The reversal may leave tax preparers in an untenable position, according to Beanna Whitlock, a Reno, Nev.-based practitioner and educator, and former director of IRS National Public Liaison. “The IRS doesn’t have the ability to go out and collect the penalty from a taxpayer for not having health insurance,” she explained.
“Suppose a taxpayer qualifies for the Earned Income Tax Credit and is entitled to a $6,000 refund on the return,” she said. “If they checked the box that they had no health insurance, the penalty on those children would reduce the refund from $6,000 to $4,000. But if they file without disclosing that, what will the IRS do?”
“If a taxpayer doesn’t have health insurance, the only way the IRS can collect the penalty is by deducting it from their refund,” she noted. “The IRS can’t overtly go after the penalty, but I believe they will go after it based on receiving too much refund.”
Nicole Elliott, a former IRS senior advisor for the Affordable Care Act and a current partner with Holland & Knight, agreed, and noted that it’s not a change from previous years. “In years past they were not rejecting these returns,” she said. “This year they were going to start rejecting them, but because of the executive order to make things nice for taxpayers, they decided not to enforce the new set of rules.”
“But even though they’re not rejecting them, the law is still the law until Congress acts,” she said. ”They’re trying to walk a fine line. They won’t make things more stringent this year, but they have three years to look at a return. Given the executive order, it’s unclear if they would be going after people, but they can always say, ‘We saw you had a refund but you had a silent return, could you give us some more information?’ They can do a correspondence audit they want to. It’s a bit unclear how they would do it, but they could slice and dice silent returns once they come in the door.”

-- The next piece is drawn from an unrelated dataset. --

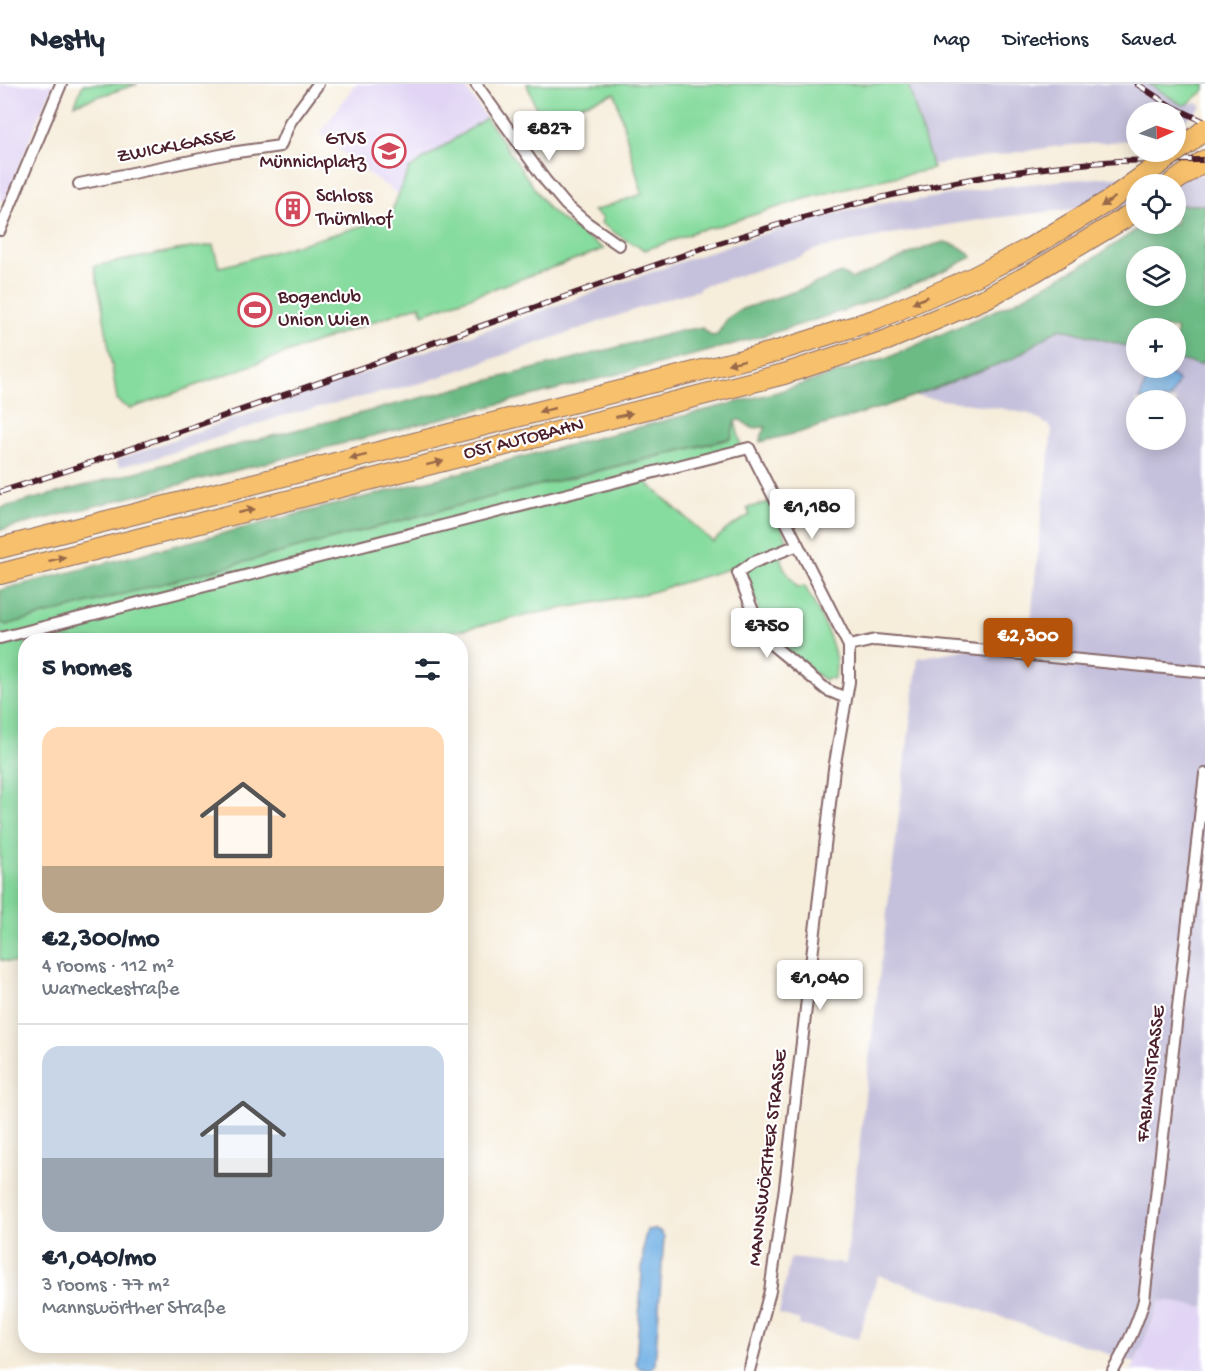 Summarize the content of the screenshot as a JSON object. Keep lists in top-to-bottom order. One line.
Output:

To lessen the potential for post-filing-season problems for practitioners, Whitlock recommends they have the taxpayer sign the following disclosure if they decide not to check Box 61 on the return:
“In the course of the preparation of my 2016 U.S. Federal Income Tax Return, I have voluntarily chosen not to report whether there are individuals on this return for which the Individual Shared Responsibility Payment (Penalty for Not Having Health Insurance) would apply or that no one on this return had Health Insurance for which the penalty may apply.
“I understand that I may receive a communication from the Internal Revenue Service, experience delayed refunds, and face subsequent collection activity to recoup this payment.
“Although my return preparer has thoroughly explained the issue to me, I have made the decision not to complete Line 61 on the tax form and have so instructed my return preparer.
“I further understand that should I request my preparer’s additional assistance in this matter the fee paid for the preparation of the return does not include representing me in this matter should the need arise. Should I engage my preparer to represent me in the matter, I understand an additional fee will be required and determined at that time.”